## [Given data]

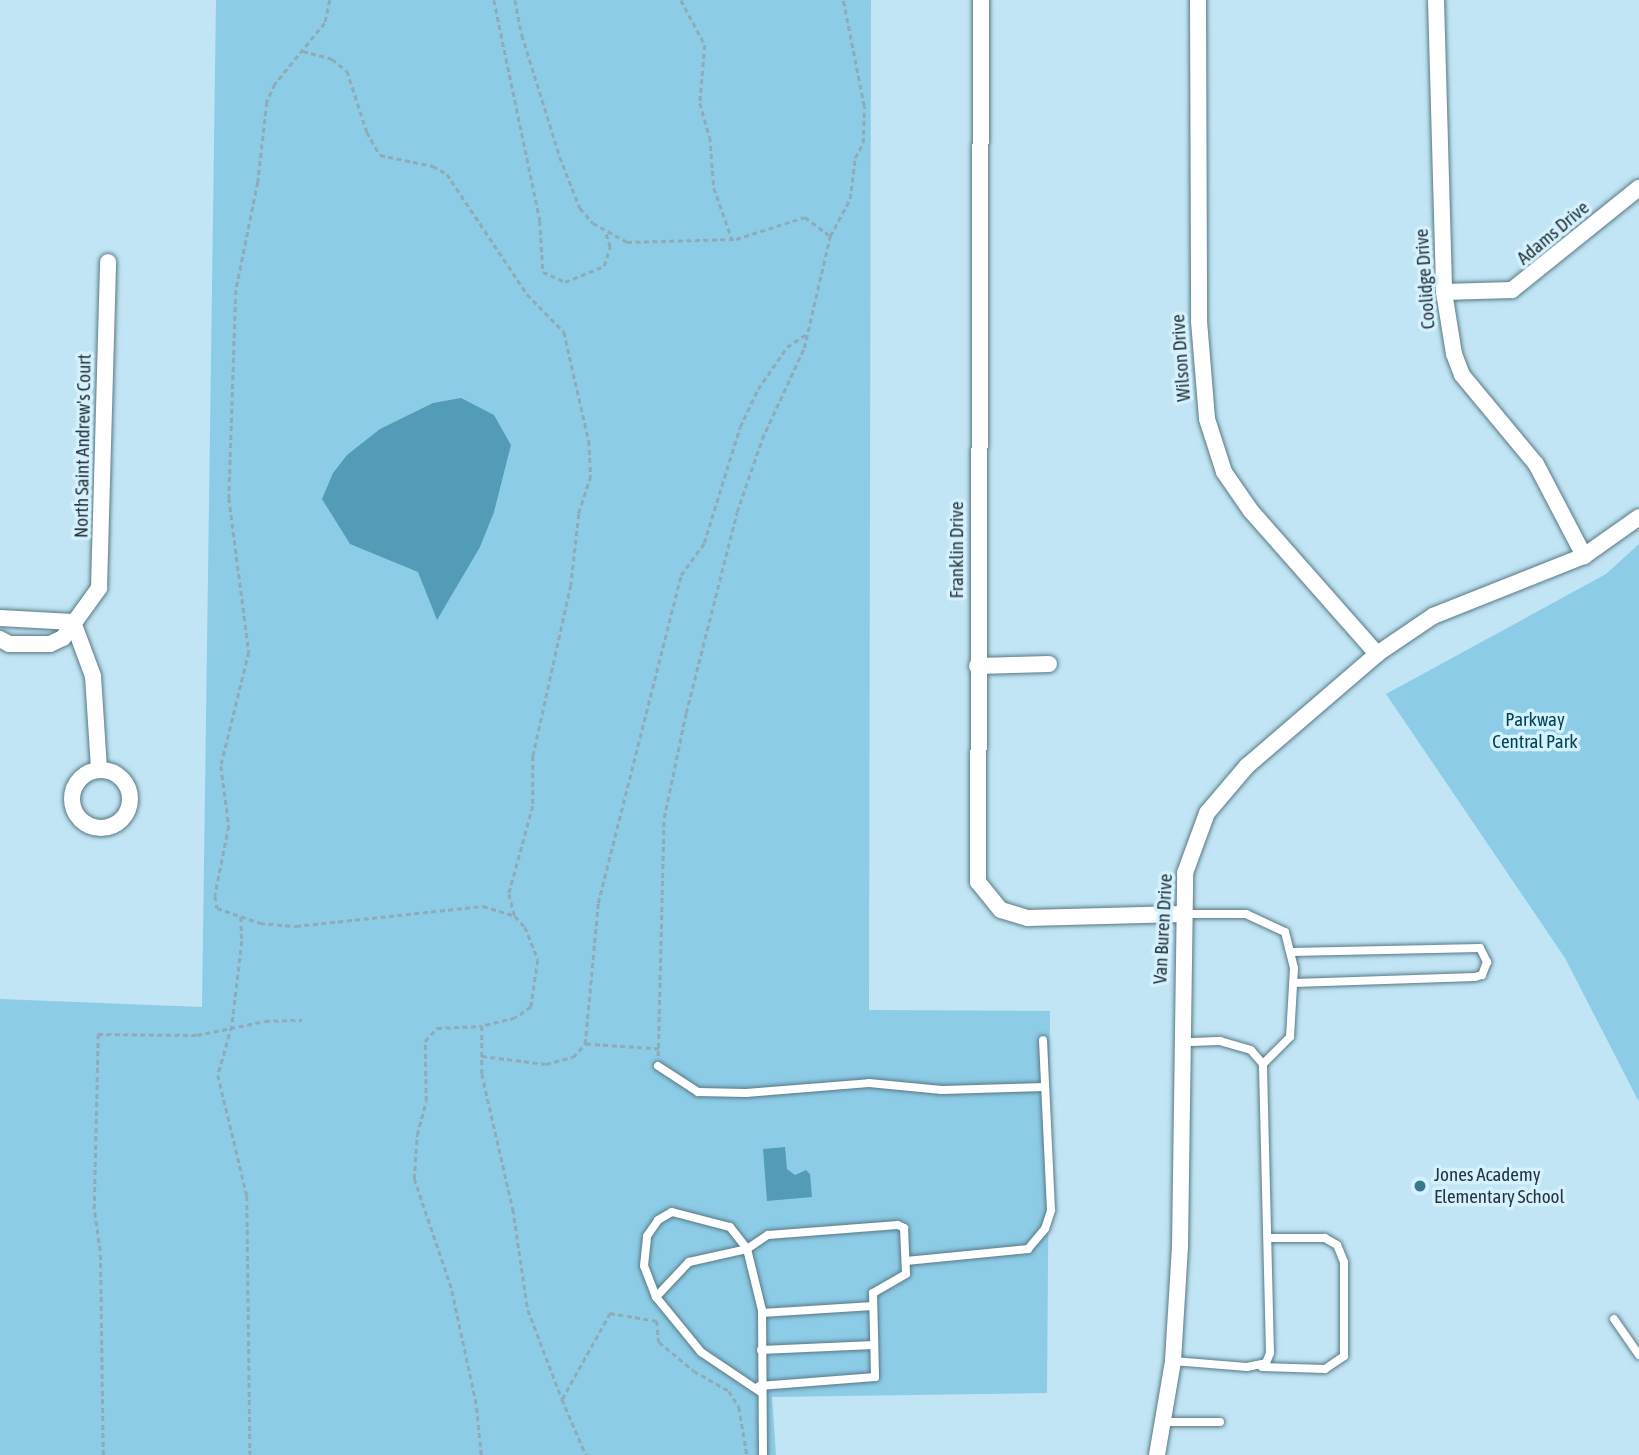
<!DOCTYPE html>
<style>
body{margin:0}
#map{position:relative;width:1639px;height:1455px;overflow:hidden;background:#c1e5f4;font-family:"Asap Condensed",sans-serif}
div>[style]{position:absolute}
.green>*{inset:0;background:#8dcce6}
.water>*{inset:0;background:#539cb7}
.path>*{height:2.5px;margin-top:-1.25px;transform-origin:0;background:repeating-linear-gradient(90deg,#8eabb7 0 5px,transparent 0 8.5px)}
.roads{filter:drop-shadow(0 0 2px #587986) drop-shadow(0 0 2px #587986)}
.service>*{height:8px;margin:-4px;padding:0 4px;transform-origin:4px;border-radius:4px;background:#fff}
.minor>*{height:16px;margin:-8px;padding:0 8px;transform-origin:8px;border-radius:8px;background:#fff}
.minor>.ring{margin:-8px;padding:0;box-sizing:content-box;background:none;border:16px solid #fff;border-radius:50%}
.dots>*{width:19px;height:19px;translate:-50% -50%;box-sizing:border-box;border:4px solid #d4f1fd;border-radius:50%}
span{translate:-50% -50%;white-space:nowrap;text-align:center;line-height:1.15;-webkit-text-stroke:7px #d4f1fd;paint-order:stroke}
.street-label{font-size:19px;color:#27353b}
.park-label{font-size:19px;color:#004357}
.poi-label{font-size:19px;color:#27353b}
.left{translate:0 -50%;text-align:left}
</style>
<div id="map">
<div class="green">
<i style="clip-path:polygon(216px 0,871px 0,869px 1010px,1050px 1011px,1047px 1393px,772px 1397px,776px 1455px,0 1455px,0 999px,202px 1007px)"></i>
<i style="clip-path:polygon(1639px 544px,1639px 1102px,1565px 958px,1386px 694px,1606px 574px)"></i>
</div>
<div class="water">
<i style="clip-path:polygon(461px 398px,494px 415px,511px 445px,494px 512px,480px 547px,437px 620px,418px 572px,350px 544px,322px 499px,333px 473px,347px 455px,380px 429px,433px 403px)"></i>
<i style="clip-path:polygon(785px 1147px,787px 1169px,795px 1175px,806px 1170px,810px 1174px,812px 1197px,767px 1201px,763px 1149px)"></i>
</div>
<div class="path">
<i style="left:330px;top:0;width:24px;rotate:102deg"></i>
<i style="left:325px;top:23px;width:79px;rotate:129.3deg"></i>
<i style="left:275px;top:84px;width:20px;rotate:114deg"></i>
<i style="left:267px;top:102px;width:81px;rotate:96.4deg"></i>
<i style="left:258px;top:182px;width:110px;rotate:101.5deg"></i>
<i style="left:236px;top:290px;width:208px;rotate:91.9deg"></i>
<i style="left:229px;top:498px;width:155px;rotate:82.6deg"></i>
<i style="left:249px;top:652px;width:117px;rotate:103.8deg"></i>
<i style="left:221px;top:766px;width:61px;rotate:82.4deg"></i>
<i style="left:229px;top:826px;width:71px;rotate:101.3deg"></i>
<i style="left:215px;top:896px;width:12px;rotate:81deg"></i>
<i style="left:217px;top:908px;width:46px;rotate:19.2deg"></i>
<i style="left:260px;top:923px;width:36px;rotate:5deg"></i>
<i style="left:296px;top:926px;width:188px;rotate:-6.1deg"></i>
<i style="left:483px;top:906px;width:34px;rotate:17deg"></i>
<i style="left:515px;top:916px;width:15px;rotate:48deg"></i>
<i style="left:525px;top:927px;width:35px;rotate:68deg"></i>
<i style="left:538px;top:960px;width:48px;rotate:98.5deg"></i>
<i style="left:531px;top:1007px;width:19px;rotate:145deg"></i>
<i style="left:515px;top:1018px;width:34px;rotate:166deg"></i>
<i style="left:482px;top:1026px;width:48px;rotate:90deg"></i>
<i style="left:482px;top:1074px;width:139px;rotate:77.1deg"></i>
<i style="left:513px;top:1209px;width:102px;rotate:81.6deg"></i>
<i style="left:528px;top:1310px;width:95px;rotate:69.1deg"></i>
<i style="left:562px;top:1399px;width:98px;rotate:-60.8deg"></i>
<i style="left:610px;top:1313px;width:48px;rotate:9.7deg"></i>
<i style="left:494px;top:0;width:226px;rotate:78.2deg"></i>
<i style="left:540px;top:221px;width:51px;rotate:86.6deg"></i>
<i style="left:543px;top:272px;width:24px;rotate:24deg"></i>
<i style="left:565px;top:282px;width:42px;rotate:-22.3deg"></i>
<i style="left:604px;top:266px;width:20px;rotate:-72deg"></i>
<i style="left:610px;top:247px;width:16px;rotate:-108deg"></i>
<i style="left:515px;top:0;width:36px;rotate:79deg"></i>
<i style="left:522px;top:35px;width:128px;rotate:72.7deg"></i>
<i style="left:560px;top:157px;width:55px;rotate:68.6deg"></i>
<i style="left:580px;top:208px;width:20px;rotate:49deg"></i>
<i style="left:593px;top:223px;width:39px;rotate:29deg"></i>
<i style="left:627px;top:242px;width:109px;rotate:-1.6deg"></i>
<i style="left:736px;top:239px;width:72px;rotate:-17.7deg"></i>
<i style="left:805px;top:217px;width:30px;rotate:37deg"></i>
<i style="left:681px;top:0;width:51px;rotate:61.9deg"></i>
<i style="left:705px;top:45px;width:58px;rotate:94.9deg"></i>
<i style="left:700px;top:103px;width:35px;rotate:74deg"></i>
<i style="left:710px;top:137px;width:51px;rotate:85.5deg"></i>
<i style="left:714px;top:188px;width:54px;rotate:70.6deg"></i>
<i style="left:303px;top:51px;width:30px;rotate:15deg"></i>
<i style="left:332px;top:59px;width:19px;rotate:39deg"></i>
<i style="left:347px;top:71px;width:64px;rotate:71.8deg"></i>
<i style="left:367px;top:132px;width:26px;rotate:61deg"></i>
<i style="left:380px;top:155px;width:54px;rotate:11.7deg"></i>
<i style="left:433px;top:166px;width:16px;rotate:30deg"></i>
<i style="left:447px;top:174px;width:144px;rotate:56.3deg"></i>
<i style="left:527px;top:294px;width:53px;rotate:45.8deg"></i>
<i style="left:564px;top:332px;width:112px;rotate:77.1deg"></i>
<i style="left:589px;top:441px;width:35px;rotate:87deg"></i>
<i style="left:591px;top:476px;width:40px;rotate:108deg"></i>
<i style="left:579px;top:514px;width:71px;rotate:96.4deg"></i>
<i style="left:571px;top:585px;width:175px;rotate:102.5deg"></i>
<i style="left:533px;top:756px;width:50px;rotate:90deg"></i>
<i style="left:533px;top:806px;width:91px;rotate:105.3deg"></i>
<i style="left:509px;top:894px;width:23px;rotate:75deg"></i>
<i style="left:241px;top:917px;width:24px;rotate:88deg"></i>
<i style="left:242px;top:941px;width:86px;rotate:96.7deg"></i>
<i style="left:232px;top:1026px;width:51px;rotate:105.9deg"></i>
<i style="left:218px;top:1075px;width:124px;rotate:76.5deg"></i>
<i style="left:247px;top:1196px;width:259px;rotate:89.3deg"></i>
<i style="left:659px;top:1049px;width:74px;rotate:-176.1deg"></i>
<i style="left:585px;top:1044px;width:142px;rotate:-84.7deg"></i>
<i style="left:598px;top:903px;width:338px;rotate:-75.8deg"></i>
<i style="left:681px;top:575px;width:39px;rotate:-54deg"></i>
<i style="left:704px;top:543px;width:121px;rotate:-72.8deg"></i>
<i style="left:740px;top:427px;width:42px;rotate:-64.7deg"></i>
<i style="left:758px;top:389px;width:51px;rotate:-55.4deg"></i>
<i style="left:787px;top:347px;width:25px;rotate:-34deg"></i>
<i style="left:482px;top:1056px;width:64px;rotate:7.1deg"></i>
<i style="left:546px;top:1064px;width:28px;rotate:-15deg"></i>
<i style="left:573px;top:1057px;width:18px;rotate:-47deg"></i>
<i style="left:658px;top:1056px;width:238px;rotate:-88.6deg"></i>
<i style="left:664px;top:818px;width:107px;rotate:-78.2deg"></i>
<i style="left:686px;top:713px;width:207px;rotate:-75.8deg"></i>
<i style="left:737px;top:512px;width:77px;rotate:-71.1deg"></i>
<i style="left:762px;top:439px;width:100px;rotate:-65.2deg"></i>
<i style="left:804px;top:348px;width:115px;rotate:-76.9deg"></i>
<i style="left:830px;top:236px;width:42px;rotate:-61.6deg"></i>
<i style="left:850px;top:199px;width:41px;rotate:-83deg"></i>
<i style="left:855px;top:158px;width:17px;rotate:-62deg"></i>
<i style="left:863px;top:143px;width:37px;rotate:-88deg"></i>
<i style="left:864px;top:106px;width:108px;rotate:-101.2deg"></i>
<i style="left:657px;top:1321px;width:21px;rotate:85deg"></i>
<i style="left:659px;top:1342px;width:45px;rotate:39.6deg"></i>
<i style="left:694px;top:1371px;width:40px;rotate:29.7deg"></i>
<i style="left:729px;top:1391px;width:19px;rotate:58deg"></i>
<i style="left:739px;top:1407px;width:49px;rotate:80.5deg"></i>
<i style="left:562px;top:1399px;width:61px;rotate:66.8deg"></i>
<i style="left:103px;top:1455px;width:204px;rotate:-90.8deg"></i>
<i style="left:100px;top:1251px;width:42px;rotate:-98.1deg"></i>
<i style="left:94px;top:1209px;width:175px;rotate:-88.7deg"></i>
<i style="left:98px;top:1034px;width:99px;rotate:0.6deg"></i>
<i style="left:197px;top:1035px;width:69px;rotate:-11.6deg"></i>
<i style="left:265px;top:1021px;width:37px;rotate:-2deg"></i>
<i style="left:481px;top:1455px;width:51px;rotate:-95.6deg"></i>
<i style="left:476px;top:1404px;width:119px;rotate:-102.2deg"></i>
<i style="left:451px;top:1288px;width:115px;rotate:-108.7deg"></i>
<i style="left:414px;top:1179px;width:44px;rotate:-86.1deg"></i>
<i style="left:417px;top:1135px;width:35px;rotate:-75deg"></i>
<i style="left:426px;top:1101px;width:60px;rotate:-91deg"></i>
<i style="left:425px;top:1041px;width:18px;rotate:-47deg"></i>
<i style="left:437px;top:1028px;width:45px;rotate:-2.5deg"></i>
</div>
<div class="roads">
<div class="service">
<i style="left:1183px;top:914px;width:63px"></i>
<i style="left:1246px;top:914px;width:43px;rotate:24.8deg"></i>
<i style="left:1285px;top:932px;width:37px;rotate:76deg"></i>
<i style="left:1294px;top:968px;width:69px;rotate:93.3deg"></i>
<i style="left:1290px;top:1037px;width:38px;rotate:135deg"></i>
<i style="left:1291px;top:952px;width:189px;rotate:-1.2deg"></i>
<i style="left:1480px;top:948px;width:16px;rotate:63deg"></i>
<i style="left:1487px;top:962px;width:14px;rotate:111deg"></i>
<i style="left:1482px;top:975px;width:7px;rotate:164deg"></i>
<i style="left:1475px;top:977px;width:181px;rotate:178.1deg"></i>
<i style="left:658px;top:1066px;width:48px;rotate:33deg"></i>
<i style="left:698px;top:1092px;width:48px;rotate:1.2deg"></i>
<i style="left:746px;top:1093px;width:123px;rotate:-4.6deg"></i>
<i style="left:869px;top:1083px;width:73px;rotate:5.5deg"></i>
<i style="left:942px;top:1090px;width:103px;rotate:-1.7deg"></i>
<i style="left:906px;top:1261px;width:123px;rotate:-5.6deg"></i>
<i style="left:1028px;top:1249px;width:26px;rotate:-50deg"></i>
<i style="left:1045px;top:1229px;width:20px;rotate:-72deg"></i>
<i style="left:1051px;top:1210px;width:170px;rotate:-92.7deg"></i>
<i style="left:656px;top:1297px;width:48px;rotate:-46.7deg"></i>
<i style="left:689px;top:1262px;width:59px;rotate:-12.6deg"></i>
<i style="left:747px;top:1249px;width:25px;rotate:-34deg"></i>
<i style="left:768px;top:1235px;width:130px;rotate:-4.4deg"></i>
<i style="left:898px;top:1225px;width:7px;rotate:27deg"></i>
<i style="left:904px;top:1228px;width:46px;rotate:87.5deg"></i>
<i style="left:906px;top:1274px;width:38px;rotate:150deg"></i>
<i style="left:873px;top:1293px;width:84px;rotate:88.6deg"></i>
<i style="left:875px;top:1377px;width:116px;rotate:175.6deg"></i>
<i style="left:762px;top:1313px;width:111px;rotate:-3.6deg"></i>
<i style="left:1614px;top:1319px;width:44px;rotate:55.2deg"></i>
<i style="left:761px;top:1350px;width:113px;rotate:-2.5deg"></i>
<i style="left:1173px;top:1361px;width:74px;rotate:4.6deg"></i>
<i style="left:1247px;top:1367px;width:19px;rotate:-12deg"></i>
<i style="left:1266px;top:1363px;width:11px;rotate:-68deg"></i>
<i style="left:1270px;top:1353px;width:289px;rotate:-91.4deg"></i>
<i style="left:1263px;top:1064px;width:18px;rotate:-131deg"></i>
<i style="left:1251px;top:1050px;width:32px;rotate:-164deg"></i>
<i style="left:1220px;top:1041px;width:37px;rotate:178deg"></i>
<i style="left:1262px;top:1367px;width:63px;rotate:1.8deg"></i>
<i style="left:1325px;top:1369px;width:23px;rotate:-34deg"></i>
<i style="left:1344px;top:1356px;width:94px;rotate:-90deg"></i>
<i style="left:1344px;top:1262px;width:18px;rotate:-112deg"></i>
<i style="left:1337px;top:1245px;width:14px;rotate:-150deg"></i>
<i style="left:1325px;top:1238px;width:57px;rotate:180deg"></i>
<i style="left:759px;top:1391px;width:70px;rotate:-146.1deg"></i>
<i style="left:701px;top:1352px;width:71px;rotate:-129.3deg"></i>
<i style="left:656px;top:1297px;width:33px;rotate:-111deg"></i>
<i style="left:644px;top:1266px;width:30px;rotate:-84deg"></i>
<i style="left:647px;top:1236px;width:19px;rotate:-55deg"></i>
<i style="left:658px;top:1220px;width:16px;rotate:-30deg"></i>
<i style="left:672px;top:1212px;width:60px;rotate:14.5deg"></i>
<i style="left:730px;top:1227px;width:28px;rotate:52deg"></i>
<i style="left:747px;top:1249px;width:63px;rotate:76.2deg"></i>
<i style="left:762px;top:1310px;width:145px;rotate:89.6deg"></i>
<i style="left:1163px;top:1422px;width:57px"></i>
</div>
<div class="minor">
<i style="left:981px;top:0;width:882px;rotate:90.19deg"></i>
<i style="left:978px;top:882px;width:36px;rotate:51deg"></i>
<i style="left:1001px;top:910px;width:28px;rotate:17deg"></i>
<i style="left:1028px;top:918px;width:154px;rotate:-1.5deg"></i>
<i style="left:1198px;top:0;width:321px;rotate:89.8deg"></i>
<i style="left:1199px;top:321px;width:98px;rotate:85.3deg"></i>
<i style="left:1207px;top:419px;width:56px;rotate:72.2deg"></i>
<i style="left:1224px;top:472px;width:47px;rotate:55.3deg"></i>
<i style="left:1251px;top:511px;width:191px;rotate:48.6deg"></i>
<i style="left:1436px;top:0;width:292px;rotate:88.4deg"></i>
<i style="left:1444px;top:292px;width:63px;rotate:80.8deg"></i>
<i style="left:1454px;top:354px;width:22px;rotate:69deg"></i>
<i style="left:1462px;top:375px;width:116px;rotate:50.3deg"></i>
<i style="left:1536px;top:464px;width:104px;rotate:62.4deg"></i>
<i style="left:1444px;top:292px;width:68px;rotate:-1.7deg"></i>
<i style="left:1512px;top:290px;width:163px;rotate:-38.8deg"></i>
<i style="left:0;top:618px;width:73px;rotate:3.1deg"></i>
<i style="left:73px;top:622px;width:58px;rotate:69.7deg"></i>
<i style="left:93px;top:676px;width:94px;rotate:86.3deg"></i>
<i style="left:0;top:639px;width:10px;rotate:29deg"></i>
<i style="left:9px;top:644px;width:41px"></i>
<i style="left:50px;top:644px;width:14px;rotate:-25deg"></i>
<i style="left:63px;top:638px;width:62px;rotate:-54.2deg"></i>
<i style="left:99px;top:588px;width:326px;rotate:-88.4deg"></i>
<i style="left:977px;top:666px;width:72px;rotate:-1.6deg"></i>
<i class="ring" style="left:72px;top:770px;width:42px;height:42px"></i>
<i style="left:1157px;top:1455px;width:95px;rotate:-80.3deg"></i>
<i style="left:1173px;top:1361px;width:114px;rotate:-86.5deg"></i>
<i style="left:1180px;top:1247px;width:374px;rotate:-89.2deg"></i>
<i style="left:1185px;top:873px;width:64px;rotate:-69.9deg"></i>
<i style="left:1207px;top:813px;width:62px;rotate:-49.6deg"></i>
<i style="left:1247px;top:766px;width:172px;rotate:-40.7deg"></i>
<i style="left:1377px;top:654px;width:68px;rotate:-34.2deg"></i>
<i style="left:1433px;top:616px;width:162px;rotate:-21.7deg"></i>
<i style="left:1584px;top:556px;width:67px;rotate:-35.3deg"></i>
</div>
</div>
<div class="dots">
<i style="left:1420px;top:1186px;background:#3a778e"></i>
</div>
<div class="street-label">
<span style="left:1553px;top:233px;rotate:-40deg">Adams Drive</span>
<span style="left:1425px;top:279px;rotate:-94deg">Coolidge Drive</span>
<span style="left:1181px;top:358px;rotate:-94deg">Wilson Drive</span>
<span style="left:83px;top:446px;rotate:-89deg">North Saint Andrew's Court</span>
<span style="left:957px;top:550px;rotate:-90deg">Franklin Drive</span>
<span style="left:1163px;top:929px;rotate:-87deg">Van Buren Drive</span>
</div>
<div class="park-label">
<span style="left:1535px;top:731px">Parkway<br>Central Park</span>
</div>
<div class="poi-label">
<span class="left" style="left:1434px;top:1186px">Jones Academy<br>Elementary School</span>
</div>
</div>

## [Assigned task]
Output the lines above between the one holding "0 5px,transparent 0" and the one holding "2px #587986) drop-shadow(0", inclusive, with nothing before or after them.

## [Answer to this exercise]
.path>*{height:2.5px;margin-top:-1.25px;transform-origin:0;background:repeating-linear-gradient(90deg,#8eabb7 0 5px,transparent 0 8.5px)}
.roads{filter:drop-shadow(0 0 2px #587986) drop-shadow(0 0 2px #587986)}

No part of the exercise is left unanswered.